Si accontenta di strangolare lei e tutti gli altri pezzenti come lei nel groviglio di divieti, permessi, richieste, esclusioni e concessioni che rendono il centro delle nostre città così green e a portata di app. Certo ,perché se sei anziano e non hai una connessione internet, uno smartphone o un tablet non puoi nemmeno protestare per la bolletta del gas. Senza che se ne accorgessero hanno infatto tolto tutti gli esseri umani a cui si poteva parlare. Adesso c’è il call center che dopo averti fatto ascoltare tutto il secondo movimento della sinfonia nr. 41 di Mozart, rassicurandoti che la vocina che forse ascolterai, risponde dall’Italia ti inviterà a richiamare più tardi. Oltre ad essere vecchio, probabilmente povero e anche un po’ rincojonito per via dell’età, sarai anche privato dal sacrosanto diritto di tutti i vecchi a lamentarsi. La progressista signora del terzo piano così multiculturale da avere una sguattera ucraina (sguattera è il termine giusto, non colf), un filippino che gli porta a spasso il cane e un bengalese che stira le camicie alla fine riuscirà anche a farsi vendere in nuda proprietà l’appartamento dell’Adalgisa che giusto giusto consentirebbe di ampliare, ma di poco, gli attuali 250 metri quadri ormai divenuti insufficienti ad ospitare le riunioni domiciliari di yoga kundalini.

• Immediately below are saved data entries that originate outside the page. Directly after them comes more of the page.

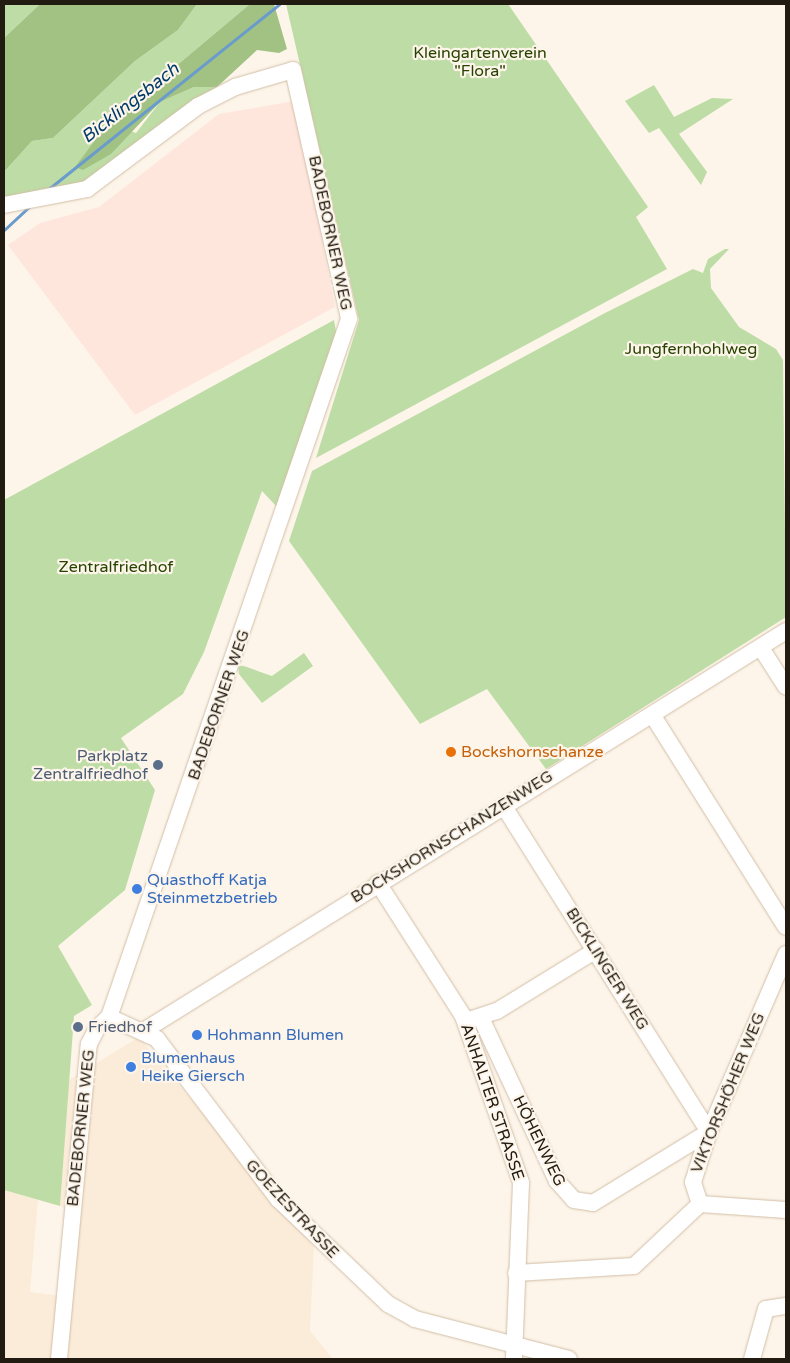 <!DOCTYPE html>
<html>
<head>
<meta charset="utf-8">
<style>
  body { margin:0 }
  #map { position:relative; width:790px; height:1363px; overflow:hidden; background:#fdf5ea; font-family:"Varela Round",sans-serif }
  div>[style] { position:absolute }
  .built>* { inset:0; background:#fbecd9 }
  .industrial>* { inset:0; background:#fee6dc }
  .green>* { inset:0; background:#bedca5 }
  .forest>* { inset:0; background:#a2c284 }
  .stream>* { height:3px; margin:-1.5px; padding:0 1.5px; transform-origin:1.5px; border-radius:1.5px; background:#699bcc }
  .roads { filter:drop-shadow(0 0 1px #d2bea6) drop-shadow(0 0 1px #d2bea6) }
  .minor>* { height:16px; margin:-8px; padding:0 8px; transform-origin:8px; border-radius:8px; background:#fff }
  .dots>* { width:14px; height:14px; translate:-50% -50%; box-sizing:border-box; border:2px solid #fdf5ea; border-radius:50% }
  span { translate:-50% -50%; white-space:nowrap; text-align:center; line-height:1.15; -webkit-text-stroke:4.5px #fdf5ea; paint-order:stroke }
  .park-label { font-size:16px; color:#274300 }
  .street-label { font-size:16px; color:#221b11 }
  .food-label { font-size:16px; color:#c56008 }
  .left { translate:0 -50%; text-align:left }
  .service-label { font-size:16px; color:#4e5e75 }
  .right { translate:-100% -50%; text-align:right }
  .shop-label { font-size:16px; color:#366cbe }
  .water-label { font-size:18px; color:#003b69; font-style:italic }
  .frame { position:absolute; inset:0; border:5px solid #221b11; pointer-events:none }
</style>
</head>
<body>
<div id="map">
  <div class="built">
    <div style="clip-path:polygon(139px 1037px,314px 1247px,310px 1331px,333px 1359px,4px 1359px,4px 1190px,38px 1200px,30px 1292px,61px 1296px,68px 1210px,60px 1206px,69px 1080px)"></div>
  </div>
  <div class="industrial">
    <div style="clip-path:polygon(295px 101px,335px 307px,135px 415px,8px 245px,40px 223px,99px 207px,219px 114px)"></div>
  </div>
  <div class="green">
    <div style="clip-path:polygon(4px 4px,40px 4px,4px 38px)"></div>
    <div style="clip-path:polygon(197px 4px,250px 4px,108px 123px,136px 133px,160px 102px,194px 87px,217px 87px,92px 178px,76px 185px,4px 197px,4px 172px,32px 141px,53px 138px,135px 61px,178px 30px)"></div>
    <div style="clip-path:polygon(286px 4px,508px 4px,648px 207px,636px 217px,667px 269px,316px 458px,359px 320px)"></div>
    <div style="clip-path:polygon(654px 85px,674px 117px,712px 98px,733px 99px,679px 134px,707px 172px,701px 185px,659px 128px,649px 133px,625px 101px)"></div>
    <div style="clip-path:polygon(725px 249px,729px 249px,710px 269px,711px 288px,739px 327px,776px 349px,783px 360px,786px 617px,546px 769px,487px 689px,420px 724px,289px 541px,312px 471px,605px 313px,693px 269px,703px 273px,708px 259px)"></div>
    <div style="clip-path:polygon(334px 320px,336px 332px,277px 507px,262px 491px,204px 652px,183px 694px,121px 738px,155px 790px,125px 890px,58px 946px,92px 1005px,74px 1016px,60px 1206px,4px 1190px,4px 500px)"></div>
    <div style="clip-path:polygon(304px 653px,313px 666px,262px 703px,239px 674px,238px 664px,272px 676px)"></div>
  </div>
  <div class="forest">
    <div style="clip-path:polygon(40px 4px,197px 4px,178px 30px,135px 61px,53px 138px,32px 141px,4px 172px,4px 38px)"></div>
    <div style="clip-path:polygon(250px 4px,274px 4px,287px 49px,279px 53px,257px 50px,217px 87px,194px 87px,160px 102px,111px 154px,83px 170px,75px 167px,108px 123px)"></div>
  </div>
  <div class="stream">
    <div style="left:46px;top:191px;width:299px;rotate:-38.7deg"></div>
    <div style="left:4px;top:230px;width:34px;rotate:-43deg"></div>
  </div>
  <div class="roads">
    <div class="minor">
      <div style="left:4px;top:205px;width:85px;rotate:-10.9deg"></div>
      <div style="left:87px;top:189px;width:139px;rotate:-36.8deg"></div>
      <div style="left:198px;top:106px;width:42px;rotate:-27.2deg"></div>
      <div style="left:235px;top:87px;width:60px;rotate:-16.3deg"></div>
      <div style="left:293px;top:70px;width:255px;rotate:77.3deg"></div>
      <div style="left:349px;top:319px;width:738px;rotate:108.97deg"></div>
      <div style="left:761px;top:648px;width:46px;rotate:57.3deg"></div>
      <div style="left:653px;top:716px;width:249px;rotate:57.8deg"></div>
      <div style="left:378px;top:883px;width:158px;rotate:57.4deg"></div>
      <div style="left:463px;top:1016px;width:177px;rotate:70.8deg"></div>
      <div style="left:521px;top:1183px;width:176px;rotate:92.3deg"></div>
      <div style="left:109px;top:1017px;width:53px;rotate:24.6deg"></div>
      <div style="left:157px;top:1039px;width:201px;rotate:52.9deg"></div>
      <div style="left:278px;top:1199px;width:152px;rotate:43.7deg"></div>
      <div style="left:388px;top:1304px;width:31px;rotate:29deg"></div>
      <div style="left:415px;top:1319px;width:159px;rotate:14.6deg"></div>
      <div style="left:481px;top:1018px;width:180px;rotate:65deg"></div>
      <div style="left:557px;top:1181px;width:25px;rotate:48deg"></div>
      <div style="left:574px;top:1200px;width:19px;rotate:9deg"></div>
      <div style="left:593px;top:1203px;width:136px;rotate:-31.5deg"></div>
      <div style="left:709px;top:1132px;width:385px;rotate:-122.2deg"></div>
      <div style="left:472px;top:1019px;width:26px;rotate:-18deg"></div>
      <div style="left:497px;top:1011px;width:116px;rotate:-31.6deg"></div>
      <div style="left:145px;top:1030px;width:755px;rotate:-31.9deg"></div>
      <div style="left:700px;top:1204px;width:23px;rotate:-108deg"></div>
      <div style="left:693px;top:1182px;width:52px;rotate:-72.3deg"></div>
      <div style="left:709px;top:1132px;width:194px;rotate:-66.6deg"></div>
      <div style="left:700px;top:1204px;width:86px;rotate:4deg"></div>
      <div style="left:516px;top:1273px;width:118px;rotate:-3.4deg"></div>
      <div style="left:634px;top:1266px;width:91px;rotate:-43.2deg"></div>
      <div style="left:59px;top:1359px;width:316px;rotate:-84.6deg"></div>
      <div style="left:89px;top:1044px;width:18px;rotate:-63deg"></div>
      <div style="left:97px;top:1028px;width:16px;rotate:-43deg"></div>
      <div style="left:752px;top:1359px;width:52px;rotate:-74.4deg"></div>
      <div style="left:766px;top:1309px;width:20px;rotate:-9deg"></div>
    </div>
  </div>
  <div class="dots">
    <div style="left:451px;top:752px;background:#e8710a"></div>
    <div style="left:158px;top:765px;background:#5c6f8a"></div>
    <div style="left:137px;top:889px;background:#3f7fe0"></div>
    <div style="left:78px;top:1027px;background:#5c6f8a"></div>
    <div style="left:197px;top:1035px;background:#3f7fe0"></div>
    <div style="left:131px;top:1067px;background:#3f7fe0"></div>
  </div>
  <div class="park-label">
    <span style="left:480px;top:62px">Kleingartenverein<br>"Flora"</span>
    <span style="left:691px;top:349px">Jungfernhohlweg</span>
    <span style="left:116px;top:567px">Zentralfriedhof</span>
  </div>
  <div class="street-label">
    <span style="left:330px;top:233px;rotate:78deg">BADEBORNER WEG</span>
    <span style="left:219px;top:705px;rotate:-71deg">BADEBORNER WEG</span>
    <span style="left:452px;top:837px;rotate:-32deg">BOCKSHORNSCHANZENWEG</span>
    <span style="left:607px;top:969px;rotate:58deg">BICKLINGER WEG</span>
    <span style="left:728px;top:1093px;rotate:-68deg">VIKTORSHÖHER WEG</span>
    <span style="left:492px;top:1102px;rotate:71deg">ANHALTER STRASSE</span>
    <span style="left:81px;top:1128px;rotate:-84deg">BADEBORNER WEG</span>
    <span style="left:539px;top:1141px;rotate:64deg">HÖHENWEG</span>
    <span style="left:292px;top:1209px;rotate:47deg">GOEZESTRASSE</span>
  </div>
  <div class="food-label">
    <span class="left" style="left:461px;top:752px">Bockshornschanze</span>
  </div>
  <div class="service-label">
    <span class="right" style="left:148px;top:765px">Parkplatz<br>Zentralfriedhof</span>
    <span class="left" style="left:88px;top:1027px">Friedhof</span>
  </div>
  <div class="shop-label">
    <span class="left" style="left:147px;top:889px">Quasthoff Katja<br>Steinmetzbetrieb</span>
    <span class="left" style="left:207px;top:1035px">Hohmann Blumen</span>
    <span class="left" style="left:141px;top:1067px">Blumenhaus<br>Heike Giersch</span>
  </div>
  <div class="water-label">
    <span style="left:130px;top:103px;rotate:-38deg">Bicklingsbach</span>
  </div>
  <div class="frame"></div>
</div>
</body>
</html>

Il sospetto è che dietro le Zone a Traffico Lesinato, i green pass, l’inclusivo che esclude, il progressista che non fa progredire, la decrescita felice purché sia degli altri c’è sempre la vecchia e simpaticissima sinistra che dice di difendere il popolo ma non ne sopporta la puzza. Cacciamoli dunque via dal centro delle nostre città; richiudiamoli in qualche casermone di estrema periferia, diamogli l’illusione di ricchezza incasellandoli nella tristezza ripetitiva delle villette a schiera e nei sottoscala parrocchiali dei centri anziani. Dai, facciamo così e prepariamo ad accogliere il sol dell’avvenire. Nell’attesa accontentiamoci di questo tramonto dai colori spenti e dal profumo di oud. (continua, ma tra un po’).